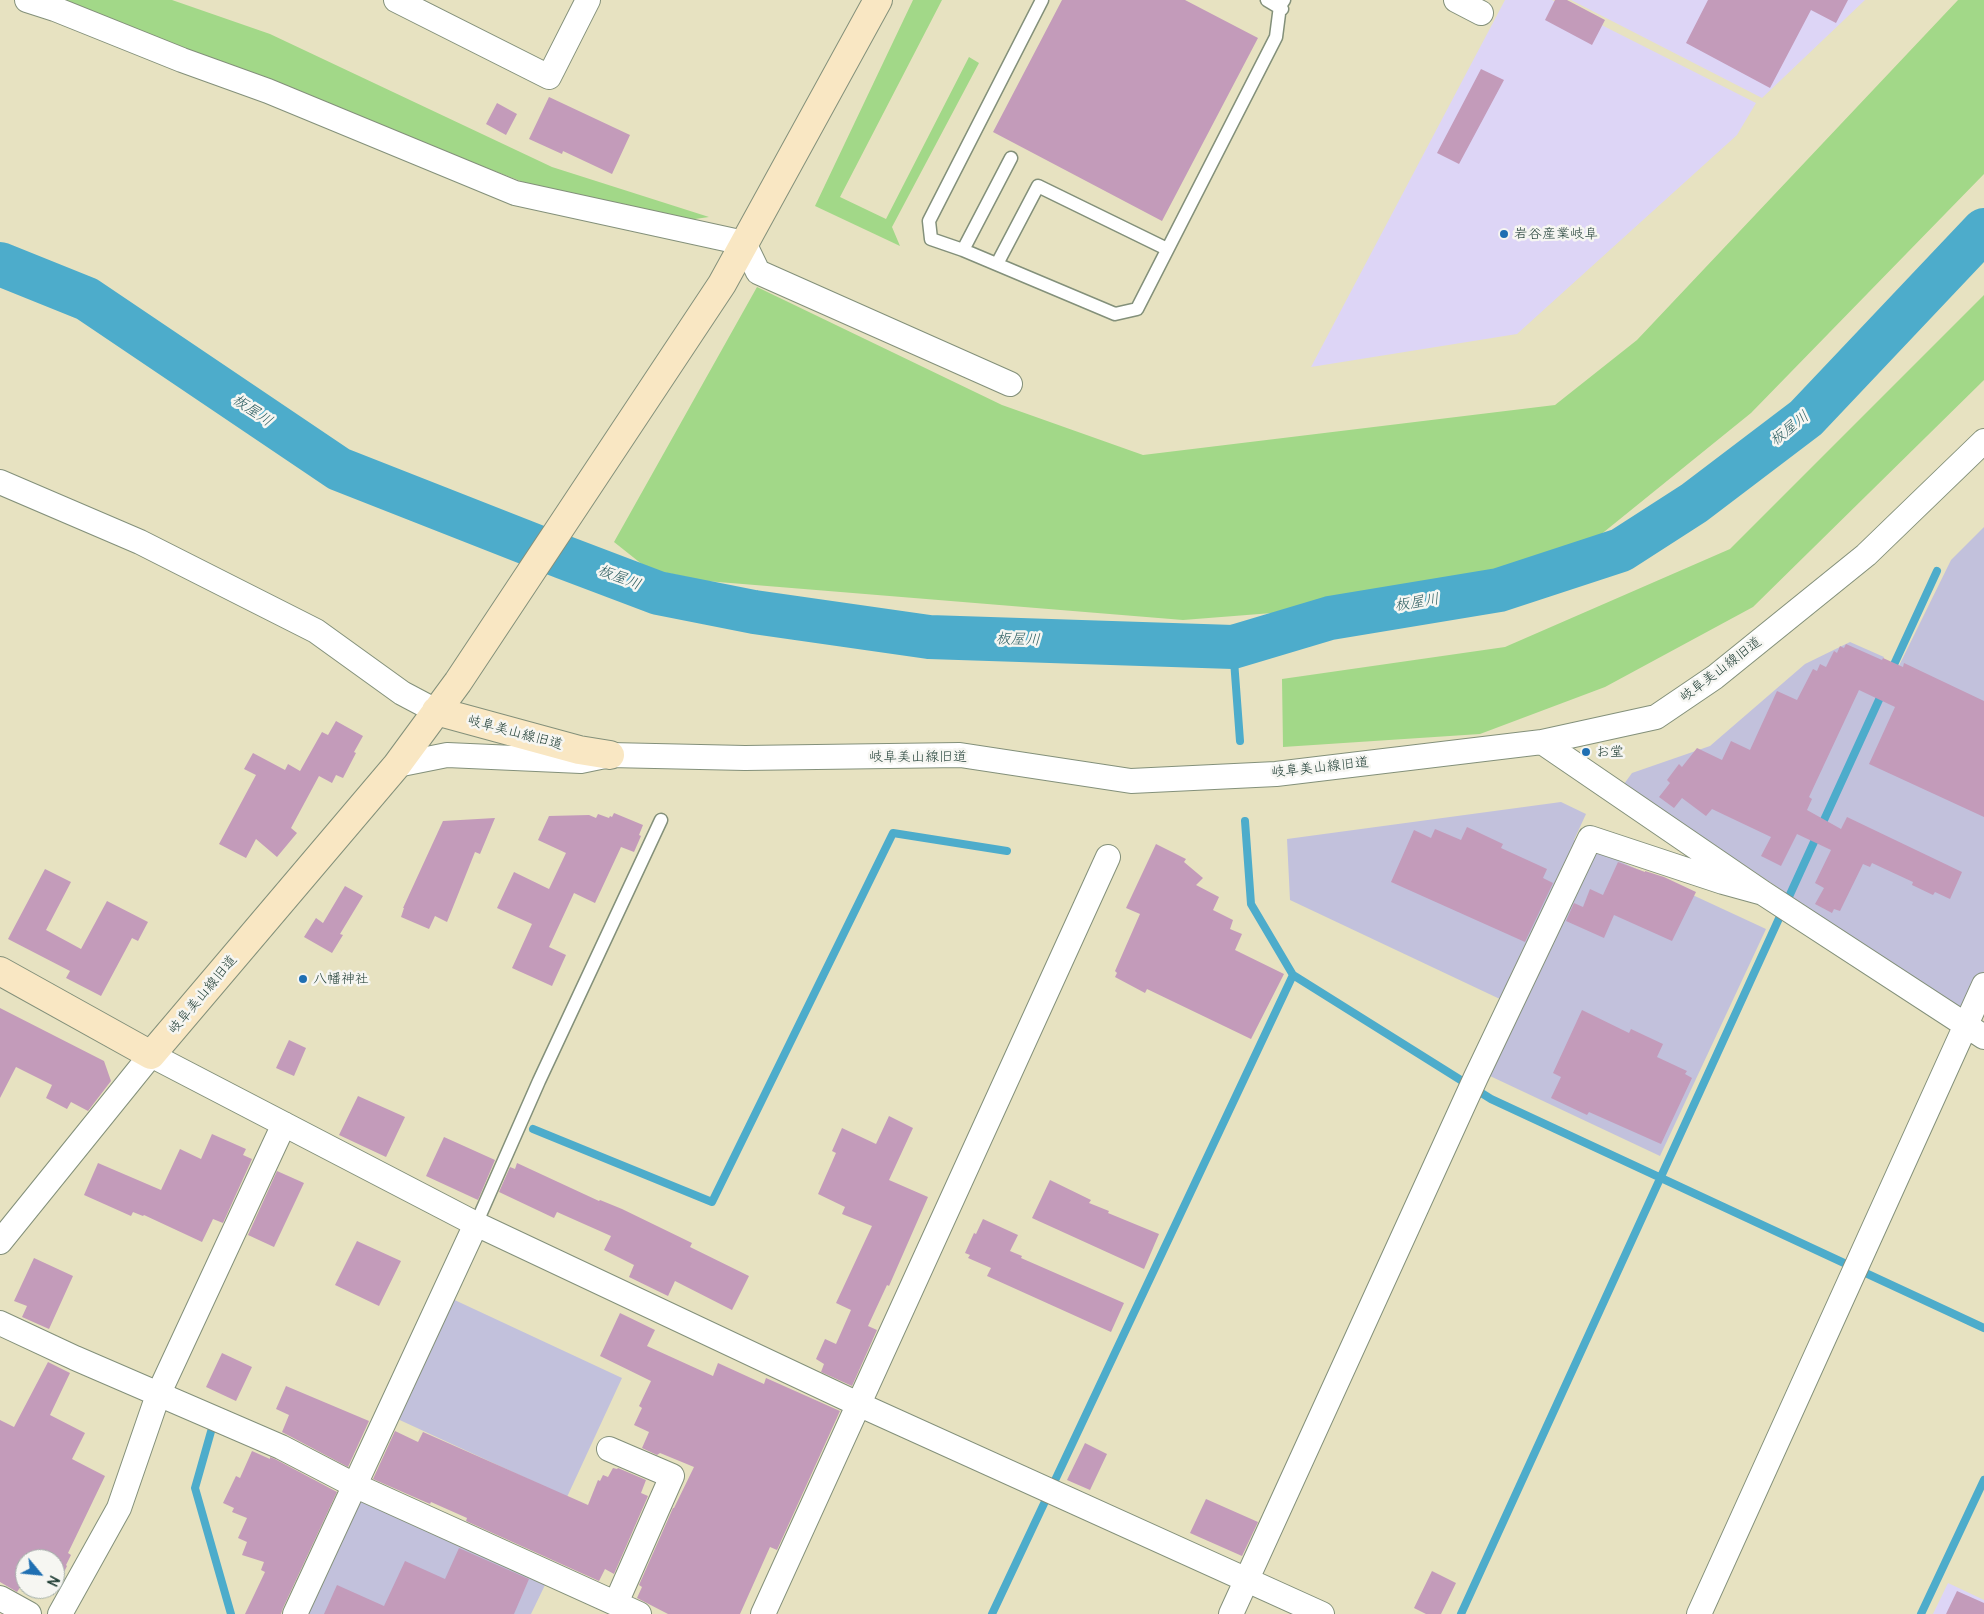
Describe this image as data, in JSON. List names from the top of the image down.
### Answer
{
  "streets": {
    "street": ["岐阜美山線旧道"]
  },
  "water": ["板屋川"],
  "places": ["岩谷産業岐阜", "お堂", "八幡神社"],
  "north": "bottom right"
}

※ ※ ※

Copy out each record word for word and omit any pictures.

Describe this image as data, in JSON. List names from the top of the image down.
### Answer
{
  "streets": {
    "street": ["岐阜美山線旧道"]
  },
  "water": ["板屋川"],
  "places": ["岩谷産業岐阜", "お堂", "八幡神社"],
  "north": "bottom right"
}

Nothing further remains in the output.